2008年4月13日 ~伊達市横断散歩~

昨日の散歩で三つも橋を渡ってしまったため、今日の散歩コースはどうしたものか、ちょっと迷った。
現時点で自宅から至近距離にある未渡橋の橋は、伊達橋、月の輪大橋、鎌田大橋の三つ。なのでまとめて渡ってしまおうかとも考えたのだが、ただ橋を渡るだけの散歩も味気ない。風景を楽しみつつ橋を一つ二つ渡る。この配分が、やはり性に合っているようだ。
そこで今日は、伊達地方で唯一残っている伊達橋一本に絞って、コースを決めることにする。出発点は、伊達市東部にある梁川駅。ここから若干の遠回りをしながら伊達橋を渡り、伊達市西端にある伊達駅まで歩く予定だ。つまり今回の散歩は、伊達市横断散歩ということになる。
昨日と同じく、桑折駅発5時41分の始発列車に乗り、5時48分着の東福島駅で下車。

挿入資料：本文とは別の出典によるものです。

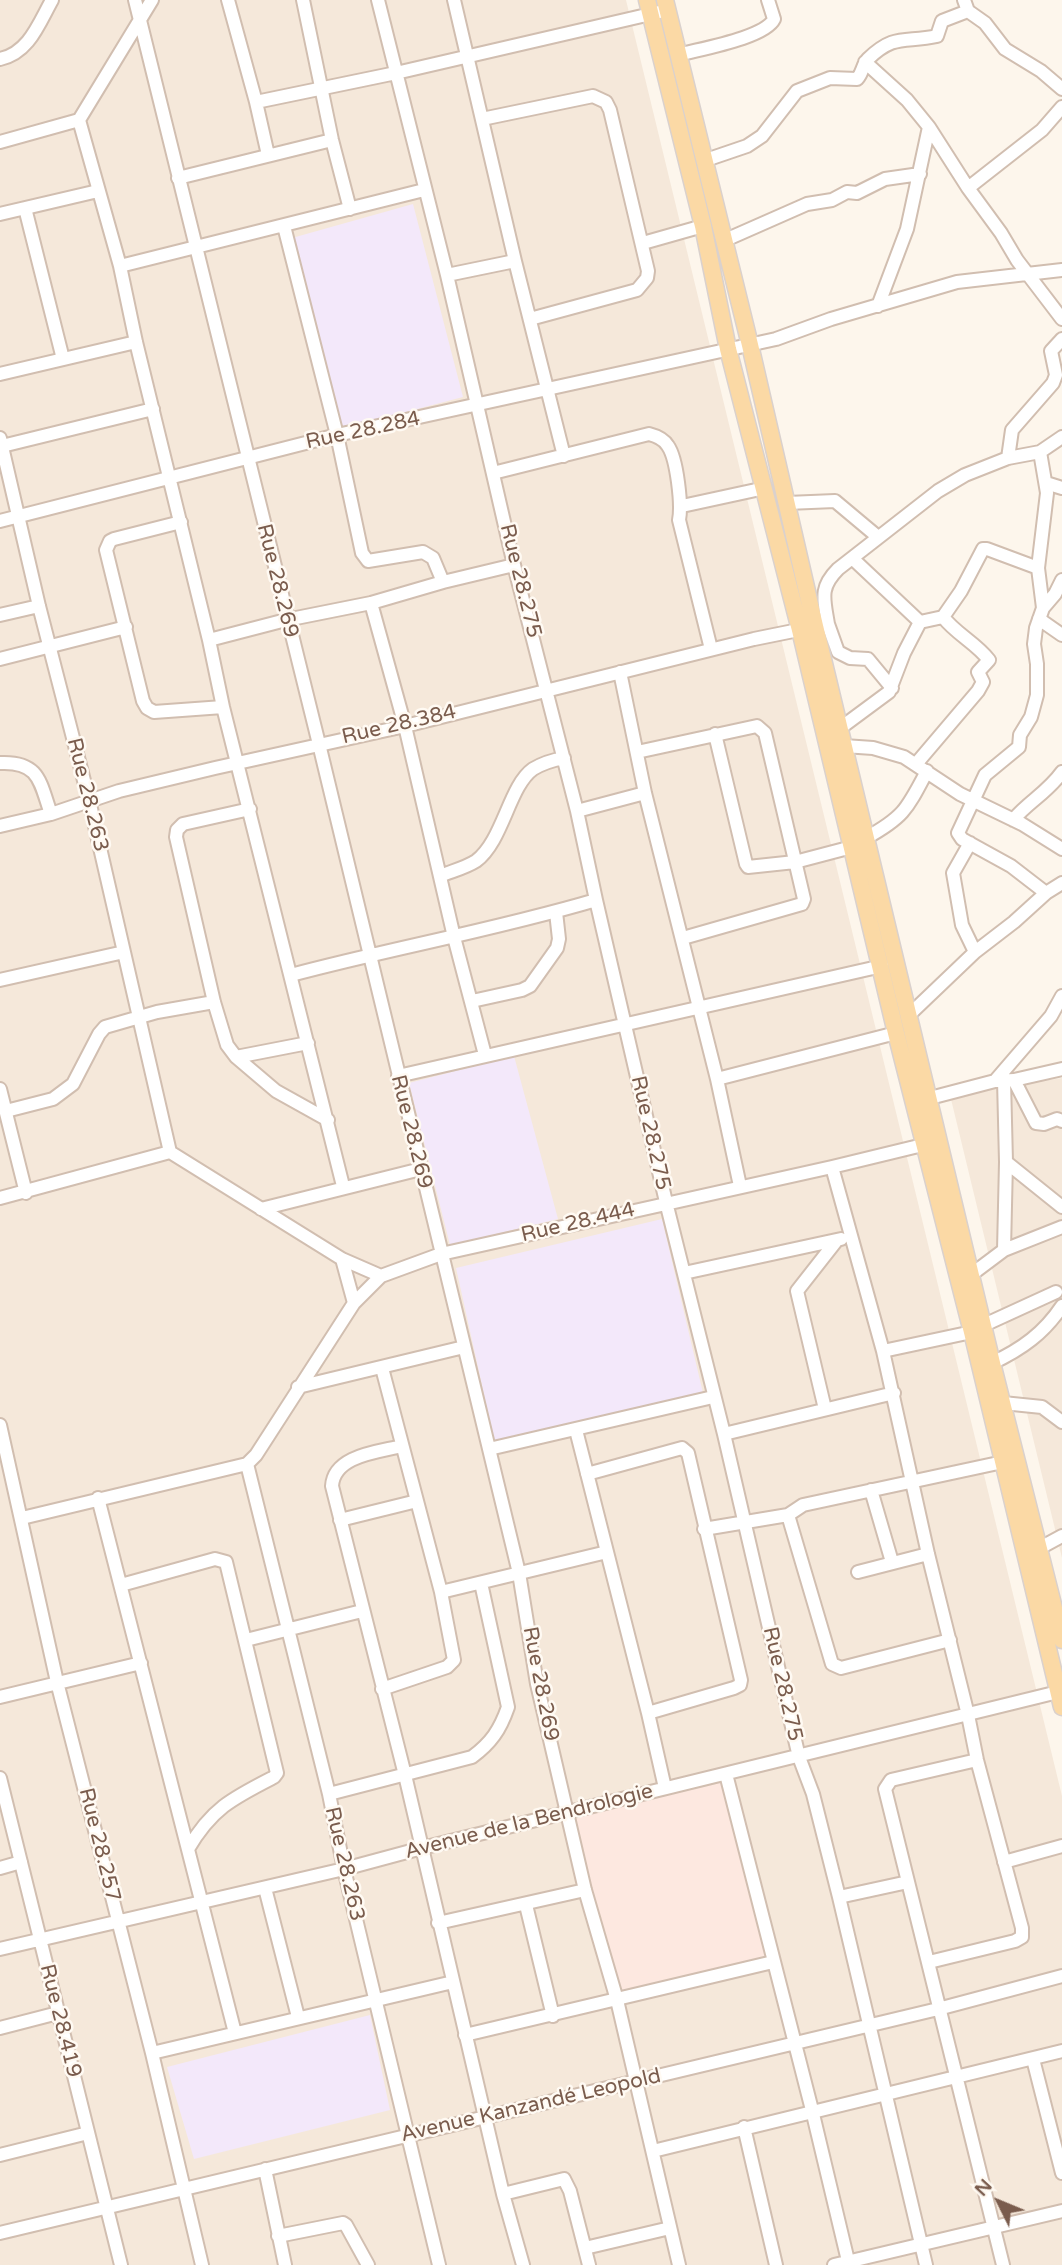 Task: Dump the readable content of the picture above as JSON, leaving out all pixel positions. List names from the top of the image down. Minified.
{"streets":{"street":["Rue 28.284","Rue 28.269","Rue 28.275","Rue 28.384","Rue 28.263","Rue 28.444","Avenue de la Bendrologie","Rue 28.257","Rue 28.419","Avenue Kanzandé Leopold"]},"crossings":[["Rue 28.284","Rue 28.269"],["Rue 28.284","Rue 28.275"],["Rue 28.284","Rue 28.263"],["Rue 28.269","Rue 28.384"],["Rue 28.269","Rue 28.444"],["Rue 28.269","Avenue de la Bendrologie"],["Rue 28.269","Avenue Kanzandé Leopold"],["Rue 28.275","Rue 28.384"],["Rue 28.275","Rue 28.444"],["Rue 28.275","Avenue de la Bendrologie"],["Rue 28.275","Avenue Kanzandé Leopold"],["Rue 28.384","Rue 28.263"],["Rue 28.263","Avenue de la Bendrologie"],["Rue 28.263","Avenue Kanzandé Leopold"],["Avenue de la Bendrologie","Rue 28.257"],["Avenue de la Bendrologie","Rue 28.419"],["Rue 28.257","Avenue Kanzandé Leopold"],["Rue 28.419","Avenue Kanzandé Leopold"]],"north":"top left"}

ここから15分ほどかけて阿武隈急行福島学院前駅まで歩く。東福島駅から阿武隈急行へのアクセスはここから一駅福島寄りの卸町駅の方が近く徒歩7分程度で着くのだが、敢えて離れた福島学院前まで歩いたのは、梁川までの運賃が60円ほど安くなるからである。同駅発6時11分の電車に乗車し、6時34分、梁川着。
運賃の精算を済ませ、6時35分に散歩スタート。まずは、新しい家が建ち並ぶ駅前を歩く。この一帯をはじめ、市街地北部の希望ヶ丘、市街地から2キロほど南の新田駅前に広がる陽光台など、伊達市梁川町は新興住宅地が目立つ地域だ。が、それでも人口は緩やかな減少傾向にあり、20年前には2万3千人あったのに2006年には2万人の大台を割り込んでしまっている。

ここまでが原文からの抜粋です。